SB Pudge is a wooden Thames sailing barge, built in Rochester, Kent, England in 1922. Her hull was pitch pine on oak frame. She was originally spritsail rigged with bowsprit. An auxiliary oil engine made by The Bergius Co.Ltd of Glasgow was installed in 1932. She was used to carry various cargoes for the London & Rochester Trading Co until 1968, when she was bought out of trade by the Thames Sailing Barge Trust. Her last cargo was pineapple juice.

==History==
Thames sailing barges were the heavy goods vehicles of their time, moving 150  tons of loose cargo at a time from outside the capital to the city. They brought in coal for the furnaces, bricks to construct mills and houses, and hay for the horses. Barges were used to transport rubbish from various cities out to the brickfields where it was used as fuel; it was only for the last mile of the trip to the brickfields that road transport had to be used. The spritsail rig has many advantages on rivers and in confined waters: maneuvering under topsail and mizzen catching the steadier wind clear of the wharf side buildings. Their flat-bottomed hulls allow them to ride over the shallow waters of the estuary and penetrate the creeks and higher reaches of the rivers of the south east. They could be berthed on a flat mud bank, against a camp-shed, on a barge bed or a held tide dock. Pudge carried general cargo:grain, cattle cake, fertilizer, etc..

===Early life===

By the 1880s, there were three types of sailing barges: stumpies, river barges and coasters. . She was launched on the 15 February 1895 by John and Herbert Cann at the Bathside yard, Gashouse Creek, Harwich. March relates that she was built specifically for the 1899 Medway Barge Race and that construction took six weeks. She won the race, passing over the finishing line at Upnor 2 1/2 minutes ahead of SB Giralda. The Mistley barges worked Dunkirk, Calais, Antwerp, Ostend, Alderney, Bruges and the Netherlands, from ports including Dover, Rochester, London, Lowestoft, Goole, Shoreham, Southampton and Newport.

===Inter-war years===

After the war, she resumed coastal trade. Ephraim Cripps was her skipper for twenty years and kept records of each voyage – Colchester was her main port from 1928 to 1930, and she worked the Essex and Suffolk coasts.
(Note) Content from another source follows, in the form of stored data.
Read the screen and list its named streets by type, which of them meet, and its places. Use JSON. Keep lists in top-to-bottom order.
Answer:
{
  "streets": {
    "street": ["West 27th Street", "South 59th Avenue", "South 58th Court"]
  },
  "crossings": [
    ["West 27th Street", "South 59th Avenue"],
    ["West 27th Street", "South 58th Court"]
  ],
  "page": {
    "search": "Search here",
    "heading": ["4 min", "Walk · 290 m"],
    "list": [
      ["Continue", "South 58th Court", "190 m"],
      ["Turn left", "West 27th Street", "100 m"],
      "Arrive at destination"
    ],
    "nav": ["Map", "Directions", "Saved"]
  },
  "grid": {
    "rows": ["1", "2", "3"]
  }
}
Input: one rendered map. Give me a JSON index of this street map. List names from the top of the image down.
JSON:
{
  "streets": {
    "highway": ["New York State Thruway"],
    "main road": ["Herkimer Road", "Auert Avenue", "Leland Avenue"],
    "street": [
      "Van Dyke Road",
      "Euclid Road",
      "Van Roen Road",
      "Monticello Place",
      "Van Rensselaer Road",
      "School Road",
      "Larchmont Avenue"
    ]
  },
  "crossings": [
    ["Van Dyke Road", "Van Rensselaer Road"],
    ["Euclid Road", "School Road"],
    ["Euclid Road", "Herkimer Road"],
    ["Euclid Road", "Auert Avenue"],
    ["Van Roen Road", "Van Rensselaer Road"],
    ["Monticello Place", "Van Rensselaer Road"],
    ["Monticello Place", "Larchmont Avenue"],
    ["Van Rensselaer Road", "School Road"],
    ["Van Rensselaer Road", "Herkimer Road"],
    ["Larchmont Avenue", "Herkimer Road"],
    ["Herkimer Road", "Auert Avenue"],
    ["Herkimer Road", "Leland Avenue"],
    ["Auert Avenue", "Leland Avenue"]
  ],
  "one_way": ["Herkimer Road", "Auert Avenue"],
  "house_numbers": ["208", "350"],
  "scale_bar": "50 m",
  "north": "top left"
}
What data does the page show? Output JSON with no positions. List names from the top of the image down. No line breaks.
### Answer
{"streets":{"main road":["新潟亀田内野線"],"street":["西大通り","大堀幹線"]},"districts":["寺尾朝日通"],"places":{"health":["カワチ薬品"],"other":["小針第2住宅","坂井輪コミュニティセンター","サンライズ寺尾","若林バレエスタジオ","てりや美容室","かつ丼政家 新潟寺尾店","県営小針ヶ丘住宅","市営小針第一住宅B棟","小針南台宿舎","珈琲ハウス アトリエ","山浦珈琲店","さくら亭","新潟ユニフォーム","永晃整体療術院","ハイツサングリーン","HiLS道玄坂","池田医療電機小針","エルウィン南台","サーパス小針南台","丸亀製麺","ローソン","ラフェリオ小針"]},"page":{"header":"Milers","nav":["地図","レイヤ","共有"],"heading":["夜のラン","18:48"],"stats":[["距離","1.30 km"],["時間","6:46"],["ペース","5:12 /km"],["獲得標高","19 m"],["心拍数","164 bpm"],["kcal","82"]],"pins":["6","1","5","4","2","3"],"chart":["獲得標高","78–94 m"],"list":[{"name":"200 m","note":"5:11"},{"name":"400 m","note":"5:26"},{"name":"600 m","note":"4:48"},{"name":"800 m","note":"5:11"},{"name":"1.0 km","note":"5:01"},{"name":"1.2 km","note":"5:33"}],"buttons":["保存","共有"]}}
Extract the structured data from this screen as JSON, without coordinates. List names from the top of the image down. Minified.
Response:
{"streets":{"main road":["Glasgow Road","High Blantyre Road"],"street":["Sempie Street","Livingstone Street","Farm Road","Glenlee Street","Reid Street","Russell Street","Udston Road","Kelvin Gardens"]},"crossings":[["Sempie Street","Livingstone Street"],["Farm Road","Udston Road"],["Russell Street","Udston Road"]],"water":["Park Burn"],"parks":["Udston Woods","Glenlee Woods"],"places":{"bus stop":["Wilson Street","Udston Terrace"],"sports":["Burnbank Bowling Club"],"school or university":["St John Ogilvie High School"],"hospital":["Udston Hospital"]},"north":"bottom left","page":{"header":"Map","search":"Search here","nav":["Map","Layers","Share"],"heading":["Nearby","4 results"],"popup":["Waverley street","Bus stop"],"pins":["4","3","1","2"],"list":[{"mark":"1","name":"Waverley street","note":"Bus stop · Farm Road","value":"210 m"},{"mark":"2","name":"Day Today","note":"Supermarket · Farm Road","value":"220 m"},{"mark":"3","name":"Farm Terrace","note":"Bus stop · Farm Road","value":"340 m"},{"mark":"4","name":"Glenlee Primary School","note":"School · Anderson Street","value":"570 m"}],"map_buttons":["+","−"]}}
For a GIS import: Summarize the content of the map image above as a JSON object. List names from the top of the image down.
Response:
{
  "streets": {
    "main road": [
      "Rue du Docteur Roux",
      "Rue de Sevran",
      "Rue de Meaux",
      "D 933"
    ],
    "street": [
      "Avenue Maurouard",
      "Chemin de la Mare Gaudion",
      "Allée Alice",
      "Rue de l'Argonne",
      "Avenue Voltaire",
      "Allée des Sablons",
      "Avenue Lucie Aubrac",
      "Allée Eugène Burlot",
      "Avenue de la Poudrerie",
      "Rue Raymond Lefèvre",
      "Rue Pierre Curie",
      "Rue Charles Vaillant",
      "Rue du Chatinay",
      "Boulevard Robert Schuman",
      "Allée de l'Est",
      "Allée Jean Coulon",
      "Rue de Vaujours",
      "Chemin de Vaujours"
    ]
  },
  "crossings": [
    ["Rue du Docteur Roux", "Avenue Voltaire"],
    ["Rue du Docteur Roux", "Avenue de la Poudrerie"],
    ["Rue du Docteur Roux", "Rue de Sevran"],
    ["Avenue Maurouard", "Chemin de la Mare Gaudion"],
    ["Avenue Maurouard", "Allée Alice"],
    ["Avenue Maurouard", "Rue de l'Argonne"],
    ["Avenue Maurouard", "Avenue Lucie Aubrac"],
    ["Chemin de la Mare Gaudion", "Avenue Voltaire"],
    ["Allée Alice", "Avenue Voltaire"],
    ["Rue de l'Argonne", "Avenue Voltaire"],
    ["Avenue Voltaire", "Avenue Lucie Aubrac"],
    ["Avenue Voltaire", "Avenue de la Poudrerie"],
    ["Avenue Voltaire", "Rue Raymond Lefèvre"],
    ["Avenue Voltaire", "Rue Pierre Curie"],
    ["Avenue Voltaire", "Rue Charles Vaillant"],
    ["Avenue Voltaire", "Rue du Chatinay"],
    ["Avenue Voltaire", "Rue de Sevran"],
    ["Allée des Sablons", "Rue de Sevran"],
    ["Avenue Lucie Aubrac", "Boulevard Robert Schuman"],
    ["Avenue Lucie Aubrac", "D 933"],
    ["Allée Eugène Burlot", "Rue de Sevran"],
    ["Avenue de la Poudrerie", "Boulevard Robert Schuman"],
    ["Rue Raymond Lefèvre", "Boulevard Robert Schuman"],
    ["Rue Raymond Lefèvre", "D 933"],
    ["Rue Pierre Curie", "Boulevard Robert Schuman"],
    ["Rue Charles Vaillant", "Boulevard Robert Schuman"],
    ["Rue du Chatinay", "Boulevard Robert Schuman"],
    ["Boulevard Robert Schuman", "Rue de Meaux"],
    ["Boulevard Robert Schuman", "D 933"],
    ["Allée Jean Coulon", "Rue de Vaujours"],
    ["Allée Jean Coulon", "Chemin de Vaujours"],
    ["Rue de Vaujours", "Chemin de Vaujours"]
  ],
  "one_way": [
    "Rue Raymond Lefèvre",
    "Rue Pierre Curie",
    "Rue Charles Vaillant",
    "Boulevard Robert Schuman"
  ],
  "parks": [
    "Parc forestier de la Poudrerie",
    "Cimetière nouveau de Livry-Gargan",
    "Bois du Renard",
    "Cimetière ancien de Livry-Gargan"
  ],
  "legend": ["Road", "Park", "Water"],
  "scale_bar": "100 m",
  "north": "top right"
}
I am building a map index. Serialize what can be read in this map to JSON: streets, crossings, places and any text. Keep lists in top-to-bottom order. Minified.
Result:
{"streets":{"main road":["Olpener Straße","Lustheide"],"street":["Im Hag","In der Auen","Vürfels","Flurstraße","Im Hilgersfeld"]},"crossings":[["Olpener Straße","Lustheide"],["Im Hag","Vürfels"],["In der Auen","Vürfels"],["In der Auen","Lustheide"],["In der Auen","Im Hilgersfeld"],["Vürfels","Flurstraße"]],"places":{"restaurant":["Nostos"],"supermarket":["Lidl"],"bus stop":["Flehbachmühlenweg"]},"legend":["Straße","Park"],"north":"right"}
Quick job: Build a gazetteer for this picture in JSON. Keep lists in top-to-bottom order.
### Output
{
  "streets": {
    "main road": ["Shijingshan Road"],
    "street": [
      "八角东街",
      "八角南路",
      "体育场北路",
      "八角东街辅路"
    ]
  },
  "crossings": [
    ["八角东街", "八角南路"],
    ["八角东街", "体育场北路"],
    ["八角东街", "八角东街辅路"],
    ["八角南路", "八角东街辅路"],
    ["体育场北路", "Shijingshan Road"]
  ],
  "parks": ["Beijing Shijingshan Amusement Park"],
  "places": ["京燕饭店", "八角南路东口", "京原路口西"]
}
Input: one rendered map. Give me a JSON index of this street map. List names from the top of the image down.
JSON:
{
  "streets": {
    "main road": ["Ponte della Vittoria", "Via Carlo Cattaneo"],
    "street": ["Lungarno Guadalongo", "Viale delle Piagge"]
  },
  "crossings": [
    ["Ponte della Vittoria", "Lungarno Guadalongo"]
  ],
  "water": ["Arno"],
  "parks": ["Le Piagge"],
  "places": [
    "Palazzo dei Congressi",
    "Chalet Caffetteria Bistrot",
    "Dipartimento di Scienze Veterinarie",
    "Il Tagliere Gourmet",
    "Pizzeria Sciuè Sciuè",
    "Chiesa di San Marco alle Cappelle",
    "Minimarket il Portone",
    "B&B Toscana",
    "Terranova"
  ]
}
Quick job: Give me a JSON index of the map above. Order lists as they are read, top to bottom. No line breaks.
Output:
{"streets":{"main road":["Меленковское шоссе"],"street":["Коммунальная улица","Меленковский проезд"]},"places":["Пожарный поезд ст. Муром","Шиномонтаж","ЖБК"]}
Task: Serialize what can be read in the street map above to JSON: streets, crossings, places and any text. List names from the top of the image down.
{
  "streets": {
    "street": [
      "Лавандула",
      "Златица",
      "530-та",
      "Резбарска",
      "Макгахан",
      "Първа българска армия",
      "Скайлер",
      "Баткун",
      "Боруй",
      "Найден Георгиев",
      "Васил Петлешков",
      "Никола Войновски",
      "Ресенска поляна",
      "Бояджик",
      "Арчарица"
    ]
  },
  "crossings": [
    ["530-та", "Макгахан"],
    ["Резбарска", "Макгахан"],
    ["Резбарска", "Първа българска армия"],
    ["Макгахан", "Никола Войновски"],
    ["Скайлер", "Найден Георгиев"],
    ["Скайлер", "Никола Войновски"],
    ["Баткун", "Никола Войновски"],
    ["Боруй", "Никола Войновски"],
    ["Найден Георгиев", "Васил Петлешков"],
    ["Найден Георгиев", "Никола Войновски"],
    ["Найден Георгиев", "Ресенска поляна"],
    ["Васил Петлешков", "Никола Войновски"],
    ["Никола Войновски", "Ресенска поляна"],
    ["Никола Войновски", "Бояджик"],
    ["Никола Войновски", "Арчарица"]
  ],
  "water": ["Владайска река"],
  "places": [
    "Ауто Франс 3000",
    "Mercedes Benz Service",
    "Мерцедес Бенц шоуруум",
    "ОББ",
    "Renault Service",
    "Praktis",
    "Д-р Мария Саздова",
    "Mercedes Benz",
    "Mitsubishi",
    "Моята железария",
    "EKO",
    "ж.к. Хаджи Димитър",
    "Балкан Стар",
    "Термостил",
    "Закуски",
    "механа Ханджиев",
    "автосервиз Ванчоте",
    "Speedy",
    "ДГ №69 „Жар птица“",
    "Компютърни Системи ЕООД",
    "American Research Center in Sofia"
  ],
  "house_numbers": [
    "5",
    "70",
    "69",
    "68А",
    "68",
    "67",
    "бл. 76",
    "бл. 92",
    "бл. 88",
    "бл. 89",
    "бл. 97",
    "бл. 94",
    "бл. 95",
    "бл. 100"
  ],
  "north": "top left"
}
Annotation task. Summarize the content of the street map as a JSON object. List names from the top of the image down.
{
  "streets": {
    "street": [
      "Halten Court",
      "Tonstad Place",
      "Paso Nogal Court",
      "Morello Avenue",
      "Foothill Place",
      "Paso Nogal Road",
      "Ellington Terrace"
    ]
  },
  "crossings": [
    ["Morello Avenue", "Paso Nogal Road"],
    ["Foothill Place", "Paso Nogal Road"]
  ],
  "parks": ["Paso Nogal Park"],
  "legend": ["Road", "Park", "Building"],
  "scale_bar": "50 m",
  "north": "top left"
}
In 1933 she joined the Colchester fleet of Francis and Gilders Ltd transporting grain between Norfolk, Suffolk and Essex, into London.

===World War II===
The first major civilian maritime event of the Second World War was the Dunkirk evacuation, in which hundreds of small ships rescued Allied soldiers from beaches in northern France. Like many of the sailing barge fleet, Pudge was requisitioned in May 1940 whilst in Tilbury, and sailed down to the assembly point at Dover. Under cover of darkness, the tug St. Fagan towed three barges, Pudge, Thyra and Lady Rosebery, to Dunkirk, and released them toward the beaches. St Fagan was hit by a mine, and she, Lady Rosebery and Doris were sunk. Pudge was lifted out of the water but "she came down the right way up". She took survivors on board and set off for England, picking up a tow from the tug Tanga on the way, to arrive safely back at Ramsgate.

===1988 Reconstruction===
Hundred-year-old wooden boats need continuous maintenance. The planking and the flooring become soft, indicating a lack of strength, or even rot. Those components are easily replaced with other planks of pitch pine, though the wood in elements of the frame remains hidden, and requires stripping back to inspect and eventually replace. If the bow or the stern start to droop, the frame is suffering some problem, and the immediate thought is that it is rot. A loaded commercial barge would lie low in the water, and the water would support the structure and, in turn, the stresses caused by the standing rigging. A passenger-carrying barge would be subjected to greater stresses. The Pudge was displaying those symptoms. When the doubling was stripped back, many of the floors, and the port inner chine plank and the chine keelsons, were cracked or dislodged. These were 4 to 10 in oak timbers, in some cases up to 35 ft long. The damage was put down to two collisions, a sinking, a stranding, and the effect of the exploding mine at Dunkirk. Different woods were used in the reconstruction because timber of the original specification was no longer available.